**What the task asks**
Taking the line containing "Draw a box around the" as the first and the last line of the entries as the end, reproduce every line between them exactly, including both.

**Recorded information**
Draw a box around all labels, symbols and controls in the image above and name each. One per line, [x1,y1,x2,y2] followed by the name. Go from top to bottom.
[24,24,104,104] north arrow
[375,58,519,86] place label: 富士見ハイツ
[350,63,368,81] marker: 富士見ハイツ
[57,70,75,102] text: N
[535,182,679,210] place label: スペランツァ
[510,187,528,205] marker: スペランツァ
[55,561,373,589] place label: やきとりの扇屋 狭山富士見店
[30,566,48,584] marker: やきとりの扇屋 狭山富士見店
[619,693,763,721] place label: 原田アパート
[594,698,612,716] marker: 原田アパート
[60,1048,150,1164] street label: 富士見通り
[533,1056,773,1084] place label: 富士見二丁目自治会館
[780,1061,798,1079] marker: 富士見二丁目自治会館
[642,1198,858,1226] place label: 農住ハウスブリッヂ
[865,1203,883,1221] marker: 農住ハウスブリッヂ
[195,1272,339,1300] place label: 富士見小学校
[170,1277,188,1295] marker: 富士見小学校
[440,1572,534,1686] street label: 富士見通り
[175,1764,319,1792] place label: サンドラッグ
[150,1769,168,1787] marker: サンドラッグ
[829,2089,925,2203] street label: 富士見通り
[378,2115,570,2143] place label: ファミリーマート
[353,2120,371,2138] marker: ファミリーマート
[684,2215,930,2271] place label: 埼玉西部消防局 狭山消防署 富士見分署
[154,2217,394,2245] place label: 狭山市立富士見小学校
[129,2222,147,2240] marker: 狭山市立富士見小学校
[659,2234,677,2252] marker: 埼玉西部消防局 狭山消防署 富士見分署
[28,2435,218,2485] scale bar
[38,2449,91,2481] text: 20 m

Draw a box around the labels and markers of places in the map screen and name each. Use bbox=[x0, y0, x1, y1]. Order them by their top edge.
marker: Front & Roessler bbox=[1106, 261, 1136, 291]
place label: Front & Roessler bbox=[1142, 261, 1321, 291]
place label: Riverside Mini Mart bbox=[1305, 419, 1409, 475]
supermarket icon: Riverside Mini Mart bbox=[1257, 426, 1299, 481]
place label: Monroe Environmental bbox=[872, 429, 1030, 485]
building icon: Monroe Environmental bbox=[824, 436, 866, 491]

**Result for this task**
Draw a box around the labels and markers of places in the map screen and name each. Use bbox=[x0, y0, x1, y1]. Order them by their top edge.
marker: Front & Roessler bbox=[1106, 261, 1136, 291]
place label: Front & Roessler bbox=[1142, 261, 1321, 291]
place label: Riverside Mini Mart bbox=[1305, 419, 1409, 475]
supermarket icon: Riverside Mini Mart bbox=[1257, 426, 1299, 481]
place label: Monroe Environmental bbox=[872, 429, 1030, 485]
building icon: Monroe Environmental bbox=[824, 436, 866, 491]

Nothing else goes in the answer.